From the lasso regression, the employ rate and the urban rate have been discarded of the explanatory variables list. Then the most influential variables are in order :

  1. Internet use rate
  2. Residential electric consumption per person
  3. Polity score
  4. Life expectancy

In [7]:
# plot coefficient progression
plt.semilogx(model.alphas_, model.coef_path_.T)
plt.legend(explanatory_vars)
plt.axvline(model.alpha_, linestyle='--', color='k',
            label='alpha CV')
plt.ylabel('Regression Coefficients')
plt.xlabel(r'$\alpha$')
plt.title('Regression Coefficients Progression for Lasso Paths');


The plot above showing the evolution of the regression coefficient proves the order of appearance of the four remaining explanatory variables; the internet use rate starting right from the beginning as it is the most infuential.


In [8]:
# plot mean square error for each fold
plt.semilogx(model.cv_alphas_, model.cv_mse_path_, ':')
plt.semilogx(model.cv_alphas_, model.cv_mse_path_.mean(axis=-1), 'k',
         label='Average across the folds', linewidth=2)
plt.axvline(model.alpha_, linestyle='--', color='k',
            label='alpha CV')
plt.legend()
plt.xlabel(r'$\alpha$')
plt.ylabel('Mean squared error')
plt.title('Mean squared error on each fold');


Unexpectedly one fold have a rising error with the lasso regression analysis progression.

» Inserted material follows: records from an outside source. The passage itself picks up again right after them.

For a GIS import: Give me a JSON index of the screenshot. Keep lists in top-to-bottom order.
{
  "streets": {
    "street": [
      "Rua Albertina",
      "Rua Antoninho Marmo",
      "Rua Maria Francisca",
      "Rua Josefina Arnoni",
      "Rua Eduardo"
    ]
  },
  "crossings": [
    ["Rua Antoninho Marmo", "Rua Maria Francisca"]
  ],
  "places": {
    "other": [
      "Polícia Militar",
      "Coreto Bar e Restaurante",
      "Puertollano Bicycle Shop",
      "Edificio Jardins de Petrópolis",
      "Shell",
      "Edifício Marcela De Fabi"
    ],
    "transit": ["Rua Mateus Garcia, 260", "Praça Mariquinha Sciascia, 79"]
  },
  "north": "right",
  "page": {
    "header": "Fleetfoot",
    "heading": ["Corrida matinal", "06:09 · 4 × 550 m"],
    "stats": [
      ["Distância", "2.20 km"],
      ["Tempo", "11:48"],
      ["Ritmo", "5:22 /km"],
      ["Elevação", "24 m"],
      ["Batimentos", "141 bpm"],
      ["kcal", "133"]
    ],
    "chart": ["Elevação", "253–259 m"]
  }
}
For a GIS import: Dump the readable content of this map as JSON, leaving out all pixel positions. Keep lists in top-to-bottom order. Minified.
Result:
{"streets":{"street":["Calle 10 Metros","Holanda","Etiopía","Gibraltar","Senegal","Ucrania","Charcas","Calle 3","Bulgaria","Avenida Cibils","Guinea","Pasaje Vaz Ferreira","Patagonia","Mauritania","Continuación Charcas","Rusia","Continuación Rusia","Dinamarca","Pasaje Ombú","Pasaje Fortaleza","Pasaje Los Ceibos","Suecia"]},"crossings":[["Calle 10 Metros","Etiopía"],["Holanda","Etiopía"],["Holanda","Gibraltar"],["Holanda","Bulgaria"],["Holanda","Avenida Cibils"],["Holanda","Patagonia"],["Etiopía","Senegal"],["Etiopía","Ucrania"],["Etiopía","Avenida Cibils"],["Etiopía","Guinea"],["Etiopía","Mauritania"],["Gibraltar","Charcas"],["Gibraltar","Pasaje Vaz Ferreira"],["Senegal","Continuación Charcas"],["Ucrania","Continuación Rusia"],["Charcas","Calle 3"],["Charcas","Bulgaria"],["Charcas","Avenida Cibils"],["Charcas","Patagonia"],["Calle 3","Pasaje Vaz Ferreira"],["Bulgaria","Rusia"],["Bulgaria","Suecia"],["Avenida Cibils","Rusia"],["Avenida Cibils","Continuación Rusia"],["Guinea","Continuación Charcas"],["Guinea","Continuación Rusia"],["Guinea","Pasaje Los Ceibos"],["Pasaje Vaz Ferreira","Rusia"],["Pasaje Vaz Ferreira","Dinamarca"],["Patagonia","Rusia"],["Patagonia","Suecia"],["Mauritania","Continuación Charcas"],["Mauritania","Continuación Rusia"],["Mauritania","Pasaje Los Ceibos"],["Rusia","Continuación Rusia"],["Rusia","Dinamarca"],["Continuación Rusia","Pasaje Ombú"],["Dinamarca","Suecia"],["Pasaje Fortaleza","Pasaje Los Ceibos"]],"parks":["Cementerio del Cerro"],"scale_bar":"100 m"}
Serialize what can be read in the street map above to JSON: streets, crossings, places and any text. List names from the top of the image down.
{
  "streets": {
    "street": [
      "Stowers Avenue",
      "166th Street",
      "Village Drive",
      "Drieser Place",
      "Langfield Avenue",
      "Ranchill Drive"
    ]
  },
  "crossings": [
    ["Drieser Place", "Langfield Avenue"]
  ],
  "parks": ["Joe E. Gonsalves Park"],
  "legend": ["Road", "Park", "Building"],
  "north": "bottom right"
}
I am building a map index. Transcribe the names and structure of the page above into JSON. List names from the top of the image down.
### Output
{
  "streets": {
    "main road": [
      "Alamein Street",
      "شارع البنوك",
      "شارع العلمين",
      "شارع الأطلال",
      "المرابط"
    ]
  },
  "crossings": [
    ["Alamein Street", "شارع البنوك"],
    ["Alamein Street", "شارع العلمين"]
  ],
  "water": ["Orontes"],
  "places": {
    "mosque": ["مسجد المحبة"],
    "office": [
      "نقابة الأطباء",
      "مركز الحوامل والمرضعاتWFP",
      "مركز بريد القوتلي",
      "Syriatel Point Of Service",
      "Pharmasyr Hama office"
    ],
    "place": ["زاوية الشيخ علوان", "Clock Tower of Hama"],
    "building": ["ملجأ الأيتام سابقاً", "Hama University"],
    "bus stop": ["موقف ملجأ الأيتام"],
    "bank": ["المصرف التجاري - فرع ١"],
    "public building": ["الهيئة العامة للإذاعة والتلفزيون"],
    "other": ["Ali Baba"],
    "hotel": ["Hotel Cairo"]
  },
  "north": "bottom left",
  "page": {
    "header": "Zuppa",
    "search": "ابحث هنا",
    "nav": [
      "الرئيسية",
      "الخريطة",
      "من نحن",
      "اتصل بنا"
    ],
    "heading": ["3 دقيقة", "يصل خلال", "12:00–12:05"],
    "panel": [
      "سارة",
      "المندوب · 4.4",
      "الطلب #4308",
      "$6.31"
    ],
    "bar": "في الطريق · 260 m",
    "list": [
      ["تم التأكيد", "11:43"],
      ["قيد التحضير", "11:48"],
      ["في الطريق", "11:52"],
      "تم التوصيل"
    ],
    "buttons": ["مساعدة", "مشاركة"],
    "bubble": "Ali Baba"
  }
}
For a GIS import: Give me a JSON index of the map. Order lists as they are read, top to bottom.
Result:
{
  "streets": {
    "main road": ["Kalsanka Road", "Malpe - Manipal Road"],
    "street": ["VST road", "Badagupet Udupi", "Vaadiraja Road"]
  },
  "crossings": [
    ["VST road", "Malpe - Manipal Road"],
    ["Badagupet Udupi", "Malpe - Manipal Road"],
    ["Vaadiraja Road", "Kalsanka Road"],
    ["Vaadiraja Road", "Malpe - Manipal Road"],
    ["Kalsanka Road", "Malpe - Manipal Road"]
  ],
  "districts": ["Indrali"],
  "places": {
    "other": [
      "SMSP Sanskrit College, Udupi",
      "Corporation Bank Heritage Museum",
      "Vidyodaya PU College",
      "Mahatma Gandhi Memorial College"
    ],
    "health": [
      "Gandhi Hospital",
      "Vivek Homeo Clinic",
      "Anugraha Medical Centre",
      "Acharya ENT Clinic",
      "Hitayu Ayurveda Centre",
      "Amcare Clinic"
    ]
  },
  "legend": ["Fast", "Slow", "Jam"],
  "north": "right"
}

A country may have an unusual combination of parameters explaining it.


In [9]:
# MSE from training and test data
from sklearn.metrics import mean_squared_error
train_error = mean_squared_error(tar_train, model.predict(pred_train))
test_error = mean_squared_error(tar_test, model.predict(pred_test))

In [10]:
# R-square from training and test data
rsquared_train=model.score(pred_train,tar_train)
rsquared_test=model.score(pred_test,tar_test)

In [11]:
pd.DataFrame({'MSE' : [train_error, test_error], 'R-square' : [rsquared_train, rsquared_test]},
             index=['Training data', 'Test data'])


Out[11]:
MSE R-square
Training data 2.588138e+07 0.724049
Test data 4.932894e+07 0.650509

Conclusion

The lasso regression has discarded two of the six explanatory variables tested here.

The accuracy given by R-square is 72% on the training data but 65% on the test data. This means that the model may be slightly overfitted.